Diversos estudos documentam a ineficácia da autorregulação por parte da indústria,19 demonstrando a necessidade de medidas estatutárias. A noção de que beber e embriagar-se é a melhor maneira de lidar com situações da vida comum, entreter-se e atuar no convívio social resulta de um marketing massivo e agressivo. O mesmo marketing que há anos desvirtua reconhecidos símbolos da cultura do país, como o carnaval e o futebol. O patrocínio de eventos culturais e esportivos pela indústria também contribui para essa "naturalização" do consumo do álcool. A publicidade de bebidas alcoólicas é desenvolvida com base em conhecimentos acumulados da psicologia e das neurociências, buscando associar sentimentos positivos com esse consumo. Crianças de pouca idade já reconhecem marcas de bebidas e querem experimentá-las o quanto antes, muitas vezes encorajadas pelos pais; estes, por sua vez, são sugestionados pelos mesmos anúncios publicitários e têm pouco conhecimento de como seu próprio comportamento pode ser manipulado pelos meios de comunicação.
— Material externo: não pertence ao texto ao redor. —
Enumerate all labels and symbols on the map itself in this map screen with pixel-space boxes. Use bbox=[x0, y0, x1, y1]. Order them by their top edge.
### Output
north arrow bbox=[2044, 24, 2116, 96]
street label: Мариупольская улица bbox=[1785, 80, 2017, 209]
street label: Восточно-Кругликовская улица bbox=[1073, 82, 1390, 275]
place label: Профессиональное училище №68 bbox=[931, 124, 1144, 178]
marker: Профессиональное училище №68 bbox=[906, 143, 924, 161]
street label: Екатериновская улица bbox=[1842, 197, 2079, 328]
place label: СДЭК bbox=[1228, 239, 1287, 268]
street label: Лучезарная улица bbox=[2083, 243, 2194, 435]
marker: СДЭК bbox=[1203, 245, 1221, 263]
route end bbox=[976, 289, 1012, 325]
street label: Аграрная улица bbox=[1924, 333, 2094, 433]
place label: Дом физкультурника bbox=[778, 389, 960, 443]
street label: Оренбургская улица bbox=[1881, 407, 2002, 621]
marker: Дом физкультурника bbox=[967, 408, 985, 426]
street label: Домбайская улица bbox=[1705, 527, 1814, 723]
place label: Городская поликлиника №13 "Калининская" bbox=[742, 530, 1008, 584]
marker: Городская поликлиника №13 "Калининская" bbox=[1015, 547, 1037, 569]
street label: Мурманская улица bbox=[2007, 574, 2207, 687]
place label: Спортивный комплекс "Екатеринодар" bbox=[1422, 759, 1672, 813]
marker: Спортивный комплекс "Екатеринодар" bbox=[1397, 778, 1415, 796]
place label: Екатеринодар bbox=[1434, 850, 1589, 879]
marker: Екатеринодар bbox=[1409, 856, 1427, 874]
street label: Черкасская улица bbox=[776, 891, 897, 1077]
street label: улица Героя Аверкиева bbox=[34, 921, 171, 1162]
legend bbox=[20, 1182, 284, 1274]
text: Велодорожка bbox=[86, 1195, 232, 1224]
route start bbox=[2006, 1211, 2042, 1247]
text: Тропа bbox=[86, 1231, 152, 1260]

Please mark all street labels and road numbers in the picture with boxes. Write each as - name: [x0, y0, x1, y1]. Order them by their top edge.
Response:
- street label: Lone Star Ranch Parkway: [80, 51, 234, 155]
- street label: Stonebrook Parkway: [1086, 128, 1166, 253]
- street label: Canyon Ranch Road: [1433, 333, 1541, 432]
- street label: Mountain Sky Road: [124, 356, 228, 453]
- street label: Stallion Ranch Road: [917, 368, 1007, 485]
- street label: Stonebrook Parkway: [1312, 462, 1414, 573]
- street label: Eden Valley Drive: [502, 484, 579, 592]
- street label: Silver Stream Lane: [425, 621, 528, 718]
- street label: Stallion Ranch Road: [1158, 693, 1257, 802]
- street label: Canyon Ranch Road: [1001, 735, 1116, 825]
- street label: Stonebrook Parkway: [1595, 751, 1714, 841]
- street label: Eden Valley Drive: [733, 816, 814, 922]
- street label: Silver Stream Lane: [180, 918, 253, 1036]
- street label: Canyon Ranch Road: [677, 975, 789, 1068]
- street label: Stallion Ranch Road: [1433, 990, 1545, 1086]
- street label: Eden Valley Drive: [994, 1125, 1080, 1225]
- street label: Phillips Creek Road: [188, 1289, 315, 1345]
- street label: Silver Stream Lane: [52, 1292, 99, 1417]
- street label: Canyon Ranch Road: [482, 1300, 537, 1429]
Conforme revelam indicadores de morbimortalidade no Brasil e no mundo, a situação real é outra, grave e triste, contudo pouco visível e compreendida, entre a população geral.
O poder de influência da indústria de álcool na formulação e implementação de políticas públicas é fator decisivo para a inercia governamental. Seria necessário, por exemplo, impor limites ao patrocínio campanhas políticas por essas indústrias, de modo a tornar o debate sobre o álcool mais justo, com a participação e contribuição consciente e equilibrada da sociedade e seus representantes. As organizações não governamentais, as sociedades científicas e de profissionais de saúde poderiam assumir um papel importante nessa tarefa, mais além da defesa da Saúde Pública: monitorar as ações da indústria de bebidas, cada vez mais empenhada em "demonstrar" sua contribuição para reduzir os danos causados pelo consumo de álcool - ao mesmo tempo que, movida pelo lucro, a mesma indústria necessita expandir seus mercados e vendas, incentivando maior consumo e "recrutando" novos consumidores. Certamente, essa lógica de mercado cria um conflito de interesses com a Saúde Pública e as ações resultantes não contribuem para a minimização dos problemas causados pelo álcool.
Os agentes públicos necessitam de independência para tomarem decisões, de modo que o bem da Saúde Pública se sobreponha aos princípios e valores comerciais. Sem necessariamente proibir o consumo, é possível reduzi-lo, assim como os danos a ele associados, com importantes ganhos para a Saúde e a Economia.